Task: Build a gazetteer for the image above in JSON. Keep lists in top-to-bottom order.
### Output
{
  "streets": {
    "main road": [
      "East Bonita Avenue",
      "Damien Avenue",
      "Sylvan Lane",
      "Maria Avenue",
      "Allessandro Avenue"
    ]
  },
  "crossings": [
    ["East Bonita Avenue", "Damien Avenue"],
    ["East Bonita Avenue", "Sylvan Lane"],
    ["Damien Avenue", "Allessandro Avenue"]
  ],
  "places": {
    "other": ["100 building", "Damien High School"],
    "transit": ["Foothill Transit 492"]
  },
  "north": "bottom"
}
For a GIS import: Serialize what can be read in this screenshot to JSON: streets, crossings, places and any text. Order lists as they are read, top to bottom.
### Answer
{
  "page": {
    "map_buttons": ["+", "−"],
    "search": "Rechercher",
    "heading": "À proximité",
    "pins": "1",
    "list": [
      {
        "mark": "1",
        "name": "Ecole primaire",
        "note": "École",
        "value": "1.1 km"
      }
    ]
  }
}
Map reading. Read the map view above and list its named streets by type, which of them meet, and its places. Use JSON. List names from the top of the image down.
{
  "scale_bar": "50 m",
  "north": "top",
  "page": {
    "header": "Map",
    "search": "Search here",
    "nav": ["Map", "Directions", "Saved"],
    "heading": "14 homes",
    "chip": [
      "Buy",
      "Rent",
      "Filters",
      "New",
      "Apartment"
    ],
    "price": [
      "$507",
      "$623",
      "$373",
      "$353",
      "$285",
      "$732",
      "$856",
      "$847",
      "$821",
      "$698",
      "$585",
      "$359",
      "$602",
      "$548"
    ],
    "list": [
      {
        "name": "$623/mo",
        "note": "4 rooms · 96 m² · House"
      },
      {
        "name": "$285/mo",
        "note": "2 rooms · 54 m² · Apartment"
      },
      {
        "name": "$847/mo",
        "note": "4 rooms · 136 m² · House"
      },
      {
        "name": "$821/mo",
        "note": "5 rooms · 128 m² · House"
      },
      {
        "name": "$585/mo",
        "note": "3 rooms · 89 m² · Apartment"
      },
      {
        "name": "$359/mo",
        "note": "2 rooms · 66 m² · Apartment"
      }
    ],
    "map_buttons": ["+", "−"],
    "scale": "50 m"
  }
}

━━━━━━━━━━━━━━━━━━━━━━━━━━━━━━

* **What is being asked**
Each line above is to be restated exactly.

* **Expected output**
Task: Build a gazetteer for the image above in JSON. Keep lists in top-to-bottom order.
### Output
{
  "streets": {
    "main road": [
      "East Bonita Avenue",
      "Damien Avenue",
      "Sylvan Lane",
      "Maria Avenue",
      "Allessandro Avenue"
    ]
  },
  "crossings": [
    ["East Bonita Avenue", "Damien Avenue"],
    ["East Bonita Avenue", "Sylvan Lane"],
    ["Damien Avenue", "Allessandro Avenue"]
  ],
  "places": {
    "other": ["100 building", "Damien High School"],
    "transit": ["Foothill Transit 492"]
  },
  "north": "bottom"
}
For a GIS import: Serialize what can be read in this screenshot to JSON: streets, crossings, places and any text. Order lists as they are read, top to bottom.
### Answer
{
  "page": {
    "map_buttons": ["+", "−"],
    "search": "Rechercher",
    "heading": "À proximité",
    "pins": "1",
    "list": [
      {
        "mark": "1",
        "name": "Ecole primaire",
        "note": "École",
        "value": "1.1 km"
      }
    ]
  }
}
Map reading. Read the map view above and list its named streets by type, which of them meet, and its places. Use JSON. List names from the top of the image down.
{
  "scale_bar": "50 m",
  "north": "top",
  "page": {
    "header": "Map",
    "search": "Search here",
    "nav": ["Map", "Directions", "Saved"],
    "heading": "14 homes",
    "chip": [
      "Buy",
      "Rent",
      "Filters",
      "New",
      "Apartment"
    ],
    "price": [
      "$507",
      "$623",
      "$373",
      "$353",
      "$285",
      "$732",
      "$856",
      "$847",
      "$821",
      "$698",
      "$585",
      "$359",
      "$602",
      "$548"
    ],
    "list": [
      {
        "name": "$623/mo",
        "note": "4 rooms · 96 m² · House"
      },
      {
        "name": "$285/mo",
        "note": "2 rooms · 54 m² · Apartment"
      },
      {
        "name": "$847/mo",
        "note": "4 rooms · 136 m² · House"
      },
      {
        "name": "$821/mo",
        "note": "5 rooms · 128 m² · House"
      },
      {
        "name": "$585/mo",
        "note": "3 rooms · 89 m² · Apartment"
      },
      {
        "name": "$359/mo",
        "note": "2 rooms · 66 m² · Apartment"
      }
    ],
    "map_buttons": ["+", "−"],
    "scale": "50 m"
  }
}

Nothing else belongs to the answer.